> **Aim of the task**: Within the entries below, every line containing "heading" is to be copied.

+ + + + + + +

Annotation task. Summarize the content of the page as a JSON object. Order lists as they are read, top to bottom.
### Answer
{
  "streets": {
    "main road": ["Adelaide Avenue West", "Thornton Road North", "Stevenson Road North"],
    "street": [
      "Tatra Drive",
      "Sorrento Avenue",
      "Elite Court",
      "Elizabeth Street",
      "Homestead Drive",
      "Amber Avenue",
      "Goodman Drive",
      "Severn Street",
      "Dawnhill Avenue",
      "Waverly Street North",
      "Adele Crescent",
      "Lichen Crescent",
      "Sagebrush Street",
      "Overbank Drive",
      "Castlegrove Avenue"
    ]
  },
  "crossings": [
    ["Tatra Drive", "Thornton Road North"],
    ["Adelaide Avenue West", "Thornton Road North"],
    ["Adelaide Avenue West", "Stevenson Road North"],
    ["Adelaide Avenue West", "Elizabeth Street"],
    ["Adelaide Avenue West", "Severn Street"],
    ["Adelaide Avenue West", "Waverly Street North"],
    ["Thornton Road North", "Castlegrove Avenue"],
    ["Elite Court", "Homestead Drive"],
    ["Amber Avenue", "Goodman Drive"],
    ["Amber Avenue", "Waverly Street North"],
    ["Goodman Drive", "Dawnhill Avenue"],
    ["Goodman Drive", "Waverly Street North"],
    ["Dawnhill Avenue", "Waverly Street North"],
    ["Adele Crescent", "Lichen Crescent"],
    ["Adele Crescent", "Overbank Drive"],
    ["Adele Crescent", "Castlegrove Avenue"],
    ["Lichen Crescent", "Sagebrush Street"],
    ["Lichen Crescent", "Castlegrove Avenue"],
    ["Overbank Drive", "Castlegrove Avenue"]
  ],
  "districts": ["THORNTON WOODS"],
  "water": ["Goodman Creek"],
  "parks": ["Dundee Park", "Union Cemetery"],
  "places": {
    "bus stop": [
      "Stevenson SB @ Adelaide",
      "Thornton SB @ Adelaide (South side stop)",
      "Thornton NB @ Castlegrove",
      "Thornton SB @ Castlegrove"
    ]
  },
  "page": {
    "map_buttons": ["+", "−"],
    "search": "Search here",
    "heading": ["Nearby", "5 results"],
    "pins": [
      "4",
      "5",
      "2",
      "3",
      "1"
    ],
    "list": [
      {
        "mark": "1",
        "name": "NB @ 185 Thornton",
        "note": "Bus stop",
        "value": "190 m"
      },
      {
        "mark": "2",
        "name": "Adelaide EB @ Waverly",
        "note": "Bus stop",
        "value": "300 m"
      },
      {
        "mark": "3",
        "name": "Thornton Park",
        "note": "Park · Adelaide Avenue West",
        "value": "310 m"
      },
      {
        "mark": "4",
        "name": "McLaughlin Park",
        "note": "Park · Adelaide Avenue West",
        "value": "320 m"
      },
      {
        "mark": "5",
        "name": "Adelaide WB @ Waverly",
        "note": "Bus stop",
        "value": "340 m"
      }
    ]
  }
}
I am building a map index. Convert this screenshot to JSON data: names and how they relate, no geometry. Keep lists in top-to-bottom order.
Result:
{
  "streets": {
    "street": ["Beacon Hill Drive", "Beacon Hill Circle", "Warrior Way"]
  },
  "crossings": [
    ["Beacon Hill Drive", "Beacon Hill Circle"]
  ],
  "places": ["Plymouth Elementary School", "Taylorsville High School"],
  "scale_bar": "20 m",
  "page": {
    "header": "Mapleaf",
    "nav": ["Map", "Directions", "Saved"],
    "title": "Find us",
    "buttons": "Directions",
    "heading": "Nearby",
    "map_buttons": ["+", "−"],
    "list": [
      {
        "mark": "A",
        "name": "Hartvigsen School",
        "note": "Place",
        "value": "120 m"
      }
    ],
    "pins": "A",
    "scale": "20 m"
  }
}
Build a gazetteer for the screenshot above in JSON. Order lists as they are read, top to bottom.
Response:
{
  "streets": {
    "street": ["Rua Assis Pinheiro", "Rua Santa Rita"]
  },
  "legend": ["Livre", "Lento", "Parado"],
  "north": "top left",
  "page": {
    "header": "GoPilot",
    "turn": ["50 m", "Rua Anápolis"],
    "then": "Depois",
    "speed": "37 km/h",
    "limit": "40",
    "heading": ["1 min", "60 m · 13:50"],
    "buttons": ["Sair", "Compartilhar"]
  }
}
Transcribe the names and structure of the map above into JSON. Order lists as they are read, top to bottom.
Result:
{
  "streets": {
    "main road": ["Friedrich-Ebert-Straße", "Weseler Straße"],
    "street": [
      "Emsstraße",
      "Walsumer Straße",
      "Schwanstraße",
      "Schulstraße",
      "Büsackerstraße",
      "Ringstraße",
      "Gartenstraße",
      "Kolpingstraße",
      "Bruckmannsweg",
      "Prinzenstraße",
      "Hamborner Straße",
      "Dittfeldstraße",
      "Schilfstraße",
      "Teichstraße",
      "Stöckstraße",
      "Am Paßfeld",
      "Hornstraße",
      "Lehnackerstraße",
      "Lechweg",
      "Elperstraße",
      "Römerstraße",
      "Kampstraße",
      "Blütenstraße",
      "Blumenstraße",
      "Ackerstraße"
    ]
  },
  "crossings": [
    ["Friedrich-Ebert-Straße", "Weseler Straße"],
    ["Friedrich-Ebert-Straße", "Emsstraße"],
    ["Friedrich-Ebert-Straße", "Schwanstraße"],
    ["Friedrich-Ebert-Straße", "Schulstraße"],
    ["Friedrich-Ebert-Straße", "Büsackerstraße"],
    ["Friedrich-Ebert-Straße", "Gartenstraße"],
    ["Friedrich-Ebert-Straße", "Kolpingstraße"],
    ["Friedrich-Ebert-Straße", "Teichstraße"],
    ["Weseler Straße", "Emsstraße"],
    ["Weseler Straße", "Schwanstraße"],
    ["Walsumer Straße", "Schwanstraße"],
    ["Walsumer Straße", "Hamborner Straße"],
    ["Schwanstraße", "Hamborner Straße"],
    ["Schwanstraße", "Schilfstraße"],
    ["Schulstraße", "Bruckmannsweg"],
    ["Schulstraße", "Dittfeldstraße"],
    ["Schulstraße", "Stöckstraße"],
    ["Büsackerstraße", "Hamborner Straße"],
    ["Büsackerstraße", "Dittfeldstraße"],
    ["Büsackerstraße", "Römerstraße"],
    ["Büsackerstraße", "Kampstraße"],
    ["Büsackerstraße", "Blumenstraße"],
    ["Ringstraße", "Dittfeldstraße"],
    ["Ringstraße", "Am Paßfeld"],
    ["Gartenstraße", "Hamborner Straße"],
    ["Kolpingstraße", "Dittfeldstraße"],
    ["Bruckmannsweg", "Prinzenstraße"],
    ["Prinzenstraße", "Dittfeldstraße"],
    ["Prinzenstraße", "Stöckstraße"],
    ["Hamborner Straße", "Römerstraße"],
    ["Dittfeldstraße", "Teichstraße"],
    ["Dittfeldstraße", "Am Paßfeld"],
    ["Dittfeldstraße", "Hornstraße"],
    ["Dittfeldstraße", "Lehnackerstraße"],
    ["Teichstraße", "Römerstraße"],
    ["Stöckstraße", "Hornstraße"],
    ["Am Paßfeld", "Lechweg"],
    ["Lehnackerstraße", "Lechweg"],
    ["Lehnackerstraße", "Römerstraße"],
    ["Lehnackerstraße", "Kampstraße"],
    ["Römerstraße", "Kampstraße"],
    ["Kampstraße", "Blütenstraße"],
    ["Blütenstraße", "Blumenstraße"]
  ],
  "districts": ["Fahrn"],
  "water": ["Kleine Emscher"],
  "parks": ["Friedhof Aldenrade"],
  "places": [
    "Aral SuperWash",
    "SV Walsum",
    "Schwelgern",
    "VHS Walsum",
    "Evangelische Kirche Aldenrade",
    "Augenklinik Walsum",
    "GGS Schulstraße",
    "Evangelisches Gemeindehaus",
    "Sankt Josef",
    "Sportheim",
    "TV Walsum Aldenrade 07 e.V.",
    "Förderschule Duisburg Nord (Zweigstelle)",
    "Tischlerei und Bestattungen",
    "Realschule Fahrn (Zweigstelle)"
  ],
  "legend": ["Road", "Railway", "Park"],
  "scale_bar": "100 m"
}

+ + + + + + +

> **Response to the exercise**:
    "heading": ["Nearby", "5 results"],
    "heading": "Nearby",
    "heading": ["1 min", "60 m · 13:50"],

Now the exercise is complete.